-- Your instructions --
Go through the data below and return each line containing the word "rotate".

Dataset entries
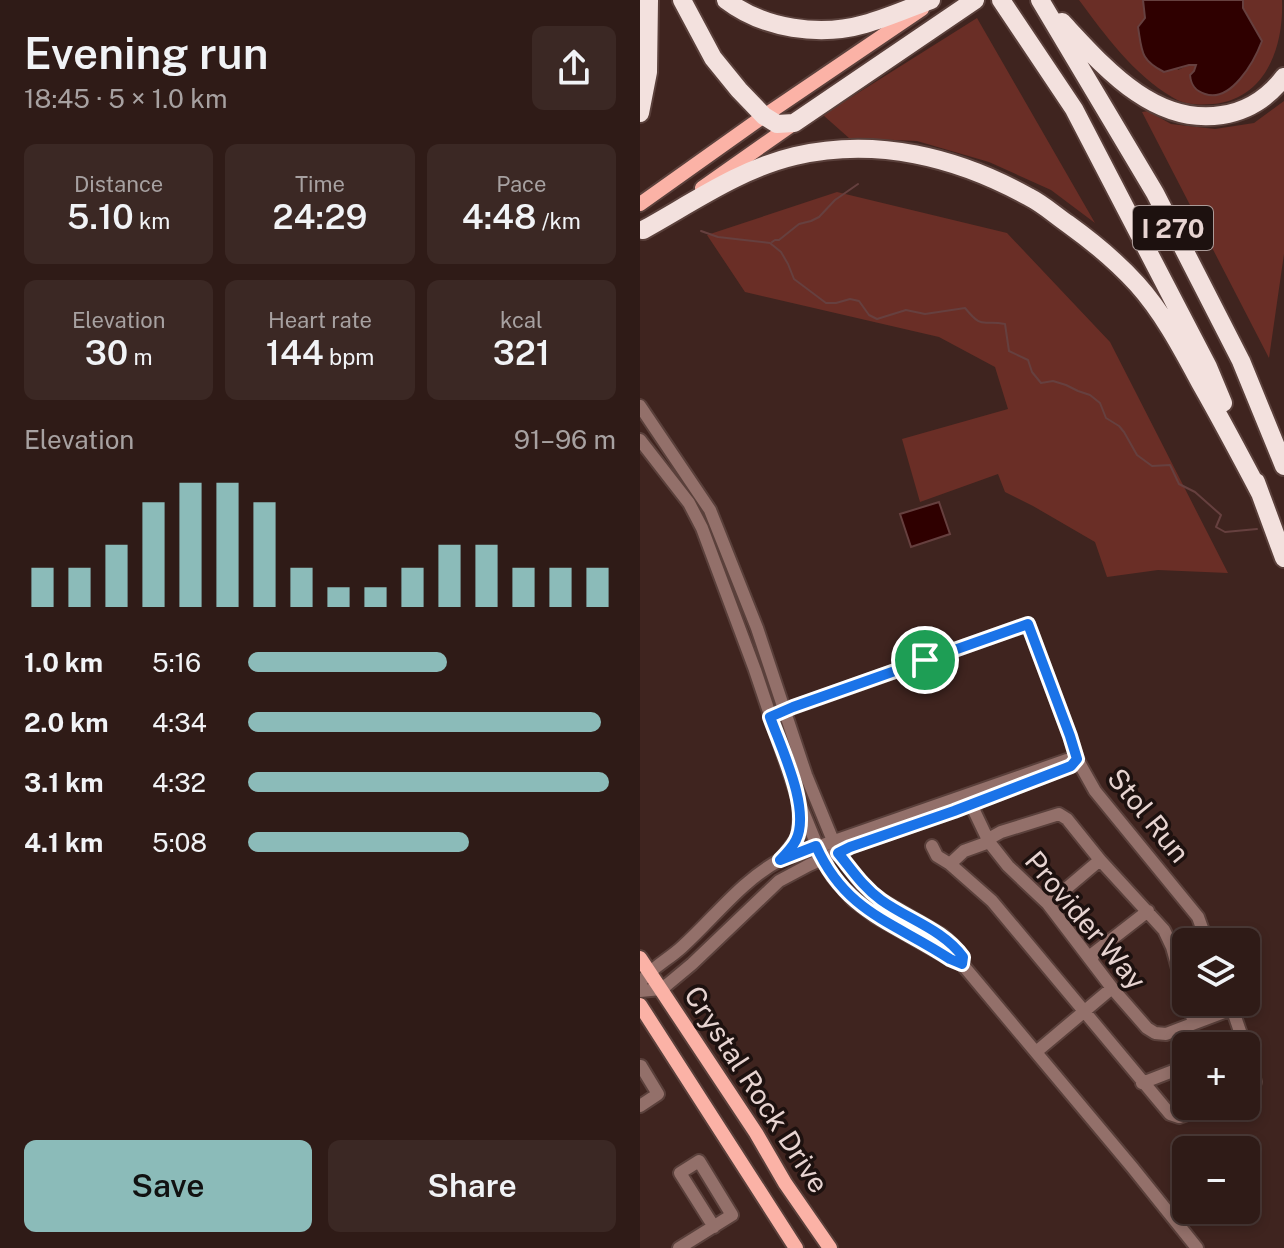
<!DOCTYPE html>
<html lang="en">
<head>
<meta charset="utf-8">
<style>
  :root { --surface:#2f1b17; --page:#3b2824; --text:#f1f3f6; --muted:#a7a1a1; --line:#4a3936; --accent:#8bbbb9 }
  body { margin:0; font-family:"Public Sans",sans-serif; background:var(--page); color:var(--text); height:100vh; display:flex; flex-direction:column; font-size:30px; white-space:nowrap }
  * { box-sizing:border-box; margin:0 }
  p { font-size:26px; color:var(--muted) }
  .icon { flex:none; width:44px; height:44px; fill:none; stroke:currentColor; stroke-width:2; stroke-linecap:round; stroke-linejoin:round }
  .map { position:relative; flex:1; overflow:hidden }
  .sheet { display:flex; flex-direction:column; background:var(--surface); width:640px }
  .sheet>* { flex:none }
  .controls { position:absolute; left:532px; top:928px; display:grid; gap:16px }
  .controls a { display:grid; place-items:center; width:88px; height:88px; border-radius:12px; background:var(--surface); box-shadow:0 4px 12px #0003,0 0 0 2px var(--line); font-size:40px }
  .pin { position:absolute; display:grid; place-items:center; width:68px; height:68px; color:#fff; margin:-34px; border:4px solid #fff; border-radius:50%; box-shadow:0 2px 8px #0007 }
  .round { display:grid; place-items:center; flex:none; width:84px; height:84px; border-radius:12px; background:var(--page) }
  .summary { display:flex; align-items:center; justify-content:space-between; height:136px; padding:0 24px }
  h1 { font-size:44px; font-weight:600; line-height:60px }
  .stats { display:grid; grid-template-columns:repeat(3,1fr); gap:12px; height:136px; padding:8px 24px }
  .stats div { display:grid; align-content:center; border-radius:12px; background:var(--page); text-align:center }
  .stats b { font-size:34px; font-weight:600 }
  .stats small { font-size:22px; font-weight:400 }
  .stats p { font-size:22px }
  .chart { height:224px; padding:16px 24px }
  .chart p { display:flex; justify-content:space-between }
  .chart svg { width:100%; height:144px; margin-top:8px; stroke:var(--accent); stroke-width:6 }
  .cta { display:flex; gap:16px; margin-top:auto; padding:16px 24px }
  .cta a { flex:1; height:92px; border-radius:12px; background:var(--accent); color:#111; font-size:32px; font-weight:600; line-height:92px; text-align:center }
  .cta a+a { background:var(--page); color:var(--text) }
  ul { padding:0 24px; list-style:none; font-size:26px }
  li { display:grid; grid-template-columns:128px 96px 1fr; align-items:center; height:60px }
  li i { height:20px; border-radius:10px; background:var(--accent) }
  main { display:flex; flex:1; min-height:0 }
  .map>svg:first-child { display:block }
</style>
</head>
<body>
<main>
<section class="sheet">
<div class="summary"><div><h1>Evening run</h1><p>18:45 · 5 × 1.0 km</p></div><a class="round"><svg class="icon" aria-label="share" viewBox="0 0 24 24"><path d="M12 15V3M7 8l5-5 5 5M5 13v7h14v-7"/></svg></a></div>
<div class="stats">
<div><p>Distance</p><b>5.10<small> km</small></b></div>
<div><p>Time</p><b>24:29</b></div>
<div><p>Pace</p><b>4:48<small> /km</small></b></div>
</div>
<div class="stats">
<div><p>Elevation</p><b>30<small> m</small></b></div>
<div><p>Heart rate</p><b>144<small> bpm</small></b></div>
<div><p>kcal</p><b>321</b></div>
</div>
<div class="chart"><p><span>Elevation</span>91–96 m</p>
<svg viewBox="0 0 160 44" preserveAspectRatio="none"><path d="M5 44V32M15 44V32M25 44V25M35 44V12M45 44V6M55 44V6M65 44V12M75 44V32M85 44V38M95 44V38M105 44V32M115 44V25M125 44V25M135 44V32M145 44V32M155 44V32"/></svg>
</div>
<ul>
<li><b>1.0 km</b>5:16<i style="width:54%"></i></li>
<li><b>2.0 km</b>4:34<i style="width:96%"></i></li>
<li><b>3.1 km</b>4:32<i style="width:98%"></i></li>
<li><b>4.1 km</b>5:08<i style="width:60%"></i></li>
</ul>
<div class="cta"><a>Save</a><a>Share</a></div>
</section>
<div class="map">
<svg width="644" height="1248" viewBox="0 0 644 1248">
  <rect width="100%" height="100%" fill="#3f241f"/>
  <path fill="#6a2e26" d="M439,0h64l2,18 33,52 11,-5h7l-2,6 26,24c21,-17 32,-28 42,-54l-19,-33v-8h39c2,48 -17,99 -69,104 -14,1 -29,1 -41,-7 -39,-23 -67,-62 -93,-97z
    M337,18l118,205 -44,-33 -62,-28 -72,-21 -68,-3 -26,-23z
    M644,101v153l-15,104 -127,-246 6,-1 23,13 44,5 39,-6z
    M197,192l170,41 103,109 118,231 -70,-3 -51,7 -12,-35 -62,-36 -28,-14 -7,-18 -78,28 -18,-63 106,-30 -13,-42 -56,-30 -194,-45 -38,-57z"/>
  <path fill="#2f0000" stroke="#66403f" stroke-width="2" d="M503,0h100v8l19,33c-8,21 -31,62 -57,53 -10,-3 -14,-9 -15,-19l4,-4 2,-6h-7l-25,7c-24,-12 -22,-21 -26,-45l7,-9z
    M299,502l11,32 -39,13 -11,-33z"/>
  <g fill="none" stroke-linecap="round" stroke-linejoin="round">
    <path stroke="#66403f" stroke-width="2" d="M61,231l17,6 52,6 11,9 7,12 6,15 32,24h10l14,-4 9,2 10,14 8,4 29,-9 19,4 40,-6c19,23 16,11 40,16l4,27 19,9 4,12 9,11 12,-2 13,4 12,6 12,4 10,8 6,15 13,8 5,6 13,23 15,11 18,-1 9,19 16,8 26,23 -5,12 9,5 32,-3
      M132,242l3,-2h4l20,-16 12,-3 8,-4 16,-17 23,-16"/>
    <defs>
      <path id="minor" d="M0,406l70,104 47,118 49,147 32,78 27,35 18,13 59,34 11,10 10,12 -1,7
        M0,440l49,63 13,25 53,142 45,134 23,56 10,17 20,23 23,17 74,42 12,5 170,203 65,81
        M137,713l251,-89 42,112 7,23 18,32 103,126 9,25
        M328,798l21,44 19,24 40,38 64,84 35,40 8,5 11,1 66,-25
        M292,846l5,10 13,8 42,37 178,213 9,3 30,-11
        M142,858l16,-21 2,-26
        M310,864l14,-13 25,-9 3,-5 9,-5 58,-18 8,5 33,41 64,70 8,17 14,50
        M408,904l52,-44
        M452,959l2,-6 54,-42
        M0,983c12,-16 28,-23 42,-36 33,-30 59,-66 98,-87l287,-100 10,-1 -6,7 -117,45 -104,36 -41,18 -30,16 -87,83 -24,20 -7,5 -21,2
        M548,1002l6,21
        M590,1002l15,44
        M606,1049l9,33 -5,9 -4,1
        M396,1052l76,-64
        M0,1067l1,-1 17,28 -18,12
        M502,1083l44,-17
        M39,1248l53,-33 -33,-54 -19,12 34,54"/>
      <path id="major" d="M62,188l91,-64
        M0,204l124,-88 158,-107
        M0,958l116,175 29,50 45,65
        M0,1005l156,243"/>
      <path id="highway" d="M42,0l31,58 26,32 25,26 13,8 17,-1 181,-123
        M86,0c38,29 94,37 139,24 22,-6 44,-16 66,-24
        M361,0l73,109 134,258 15,36
        M400,0l115,193 86,168 43,105
        M422,22c42,45 92,104 160,93 26,-4 46,-17 62,-38
        M0,113l8,-41 1,-72
        M3,230c49,-27 97,-61 152,-74 81,-19 162,1 234,41 14,7 26,18 39,27 25,18 49,38 69,60 27,30 46,67 65,102 20,35 39,71 58,107
        M616,482l28,76"/>
    </defs>
    <use href="#minor" stroke="#5a403b" stroke-width="16"/>
    <use href="#major" stroke="#5a403b" stroke-width="18"/>
    <use href="#highway" stroke="#5a403b" stroke-width="22"/>
    <use href="#minor" stroke="#93706a" stroke-width="12"/>
    <use href="#major" stroke="#fbb2a6" stroke-width="14"/>
    <use href="#highway" stroke="#f3e1de" stroke-width="18"/>
  </g>
  <g fill="none" stroke-linecap="round" stroke-linejoin="round">
    <defs>
      <path id="route" d="M388,624l42,112 7,23 -6,7 -117,45 -104,36 -12,6c14,17 25,34 43,47 28,20 61,29 82,57l-1,7 -12,-5c-56,-37 -104,-46 -134,-113l-36,14c6,-6 12,-12 16,-20 15,-31 -15,-92 -26,-123l23,-10z"/>
    </defs>
    <use href="#route" stroke="#fff" stroke-width="16"/>
    <use href="#route" stroke="#1a73e8" stroke-width="10"/>
  </g>
  <g text-anchor="middle" dominant-baseline="central" stroke-width="7" stroke-linejoin="round" paint-order="stroke">
    <rect fill="#1d110f" stroke="#aa9a97" stroke-width="2" x="493" y="206" width="80" height="44" rx="6"/>
    <g font-size="26" font-weight="bold" fill="#e7d4d1">
      <text x="533" y="228">I 270</text>
    </g>
    <g font-size="28" fill="#e7d4d1" stroke="#1d110f">
      <text transform="translate(509 815) rotate(51)">Stol Run</text>
      <text transform="translate(446 920) rotate(50)">Provider Way</text>
      <text transform="translate(117 1089) rotate(57)">Crystal Rock Drive</text>
    </g>
  </g>
</svg>
<div class="controls">
<a><svg class="icon" aria-label="layers" viewBox="0 0 24 24"><path d="M12 4l9 5-9 5-9-5zM3 14l9 5 9-5"/></svg></a>
<a>+</a>
<a>−</a>
</div>
<div class="pin" style="left:285px;top:660px;background:#1e9e55"><svg class="icon" aria-label="arrive" viewBox="0 0 24 24"><path d="M6 21V4h12l-3 4 3 4H6"/></svg></div>
</div>
</main>
</body>
</html>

-- Solution for this problem --
      <text transform="translate(509 815) rotate(51)">Stol Run</text>
      <text transform="translate(446 920) rotate(50)">Provider Way</text>
      <text transform="translate(117 1089) rotate(57)">Crystal Rock Drive</text>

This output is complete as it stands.